L’intossicazione da piombo, nota anche come saturnismo, è una condizione patologica causata dall’accumulo di piombo (o suoi composti) nell’organismo. Questo metallo pesante può danneggiare vari organi e sistemi, in particolare il sistema nervoso, il sangue, i reni e l’apparato digerente.

Il termine “saturnismo” deriva da Saturno, il dio romano associato dagli alchimisti al piombo.

Il problema dell’esposizione al piombo ha radici antiche, poiché questo metallo è stato utilizzato dall’uomo per migliaia di anni.

In antichità i Romani utilizzavano il piombo per tubature, stoviglie e come additivo alimentare (ad esempio, per dolcificare il vino con il defrutum o il sapa). Alcuni storici hanno ipotizzato che l’avvelenamento da piombo possa aver contribuito al declino dell’Impero Romano, sebbene questa teoria sia controversa.

Nel Medioevo e Rinascimento il piombo era usato per produrre vetri, ceramiche e pigmenti (come il bianco di piombo). Gli alchimisti e i medici dell’epoca iniziarono a notare i suoi effetti tossici.

L’uso del piombo aumentò drasticamente con l’industrializzazione, soprattutto nelle vernici, nelle batterie e nelle tubature idrauliche. Le vernici al piombo furono ampiamente utilizzate nelle case, esponendo i bambini al rischio di ingestione. L’inalazione di polveri e vapori di piombo divenne un rischio comune per i lavoratori.
Inoltre, l’aggiunta di piombo tetraetile alla benzina come antidetonante (negli anni ’20) portò a un’esposizione diffusa attraverso l’inquinamento atmosferico.

A partire dagli anni ’70, molti paesi hanno introdotto restrizioni sull’uso del piombo, vietandolo nella benzina, nelle vernici e in altri prodotti di consumo. Nonostante ciò, l’inquinamento da piombo rimane un problema in alcune aree, soprattutto nei paesi in via di sviluppo e in siti industriali dismessi.

Meccanismi tossicologici

meccanismi tossicologici del piombo sono complessi e coinvolgono diversi sistemi e processi biologici, interferrendo con numerose funzioni cellulari e molecolari.

Il piombo può entrare nel corpo attraverso l’inalazione di polveri o vapori (ad esempio, in ambienti industriali), l’ingestione di cibi, acqua o oggetti contaminati (soprattutto nei bambini, che possono ingerire schegge di vernice al piombo) e tramite via cutanea, meno comune, ma possibile con alcuni composti organici del piombo.
Una volta assorbito, il piombo si distribuisce nel sangue, nei tessuti molli (come fegato, reni e cervello) e nelle ossa, dove può rimanere per decenni.

Il piombo ha una forte affinità per i gruppi tiolici (-SH) presenti in molti enzimi e proteine.
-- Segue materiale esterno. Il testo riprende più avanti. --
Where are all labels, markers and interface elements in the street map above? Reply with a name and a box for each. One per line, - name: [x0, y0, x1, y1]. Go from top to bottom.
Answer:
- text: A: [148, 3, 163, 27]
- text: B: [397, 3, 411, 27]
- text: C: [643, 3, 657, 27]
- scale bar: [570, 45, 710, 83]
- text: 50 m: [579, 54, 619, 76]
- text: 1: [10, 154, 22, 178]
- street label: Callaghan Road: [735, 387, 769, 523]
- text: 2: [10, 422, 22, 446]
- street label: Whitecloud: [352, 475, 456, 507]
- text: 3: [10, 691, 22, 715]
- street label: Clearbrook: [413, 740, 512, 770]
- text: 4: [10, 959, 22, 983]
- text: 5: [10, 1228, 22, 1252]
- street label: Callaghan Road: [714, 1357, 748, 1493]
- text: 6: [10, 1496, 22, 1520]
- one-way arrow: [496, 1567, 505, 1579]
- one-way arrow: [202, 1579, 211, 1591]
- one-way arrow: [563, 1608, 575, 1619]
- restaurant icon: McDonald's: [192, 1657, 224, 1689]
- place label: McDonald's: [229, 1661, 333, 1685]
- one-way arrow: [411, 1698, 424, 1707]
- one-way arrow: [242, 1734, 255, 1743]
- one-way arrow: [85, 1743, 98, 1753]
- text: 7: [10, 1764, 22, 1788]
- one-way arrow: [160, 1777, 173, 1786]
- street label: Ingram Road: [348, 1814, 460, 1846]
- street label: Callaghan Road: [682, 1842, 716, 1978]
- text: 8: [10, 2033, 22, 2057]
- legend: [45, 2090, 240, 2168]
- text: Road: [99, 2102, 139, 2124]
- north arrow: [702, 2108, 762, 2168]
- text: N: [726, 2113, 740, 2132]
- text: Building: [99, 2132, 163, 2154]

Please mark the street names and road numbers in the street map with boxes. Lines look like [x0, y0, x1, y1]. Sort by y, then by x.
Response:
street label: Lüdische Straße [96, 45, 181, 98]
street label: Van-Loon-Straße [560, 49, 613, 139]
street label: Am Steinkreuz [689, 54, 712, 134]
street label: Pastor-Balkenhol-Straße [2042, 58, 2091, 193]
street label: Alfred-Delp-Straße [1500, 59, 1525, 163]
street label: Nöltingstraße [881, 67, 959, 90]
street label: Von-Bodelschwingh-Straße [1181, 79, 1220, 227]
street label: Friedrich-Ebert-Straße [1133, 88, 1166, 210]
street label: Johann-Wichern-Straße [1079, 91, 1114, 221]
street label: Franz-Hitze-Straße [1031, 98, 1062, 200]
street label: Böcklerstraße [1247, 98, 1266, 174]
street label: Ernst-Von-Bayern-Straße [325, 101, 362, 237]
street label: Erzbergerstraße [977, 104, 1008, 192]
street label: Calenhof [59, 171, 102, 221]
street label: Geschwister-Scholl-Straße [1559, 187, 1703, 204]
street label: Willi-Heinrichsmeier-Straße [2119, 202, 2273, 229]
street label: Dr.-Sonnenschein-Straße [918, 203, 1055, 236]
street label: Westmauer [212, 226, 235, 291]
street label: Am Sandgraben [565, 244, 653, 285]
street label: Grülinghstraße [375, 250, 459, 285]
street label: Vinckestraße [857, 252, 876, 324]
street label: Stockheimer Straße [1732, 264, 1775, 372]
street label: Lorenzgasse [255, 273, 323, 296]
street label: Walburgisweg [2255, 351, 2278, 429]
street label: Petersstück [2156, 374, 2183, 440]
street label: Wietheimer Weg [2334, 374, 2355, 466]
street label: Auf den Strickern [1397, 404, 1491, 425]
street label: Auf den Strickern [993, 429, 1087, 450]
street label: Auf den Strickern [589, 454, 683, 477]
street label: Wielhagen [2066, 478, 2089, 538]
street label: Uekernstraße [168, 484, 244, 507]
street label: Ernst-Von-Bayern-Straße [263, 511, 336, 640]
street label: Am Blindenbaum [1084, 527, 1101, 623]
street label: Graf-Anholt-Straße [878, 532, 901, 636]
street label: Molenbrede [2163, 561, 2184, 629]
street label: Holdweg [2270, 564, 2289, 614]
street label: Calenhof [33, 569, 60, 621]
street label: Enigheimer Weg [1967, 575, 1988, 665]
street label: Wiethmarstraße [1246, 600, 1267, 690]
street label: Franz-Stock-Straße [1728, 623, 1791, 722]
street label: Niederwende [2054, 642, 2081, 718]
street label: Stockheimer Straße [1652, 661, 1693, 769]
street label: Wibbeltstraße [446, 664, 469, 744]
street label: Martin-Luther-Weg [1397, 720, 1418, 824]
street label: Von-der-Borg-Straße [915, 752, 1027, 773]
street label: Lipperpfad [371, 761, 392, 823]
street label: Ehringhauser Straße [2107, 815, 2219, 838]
Questa interazione ne altera la struttura e la funzione, portando all’inibizione degli enzimi coinvolti nella sintesi dell’emoglobina. In particolare il piombo blocca l’enzima δ-aminolevulinico deidratasi (ALAD), cruciale per la produzione dell’eme (componente dell’emoglobina). Inibisce anche la ferrochelatasi, che inserisce il ferro nella protoporfirina per formare l’eme. Questo porta all’accumulo di protoporfirina e alla ridotta produzione di emoglobina, causando anemia.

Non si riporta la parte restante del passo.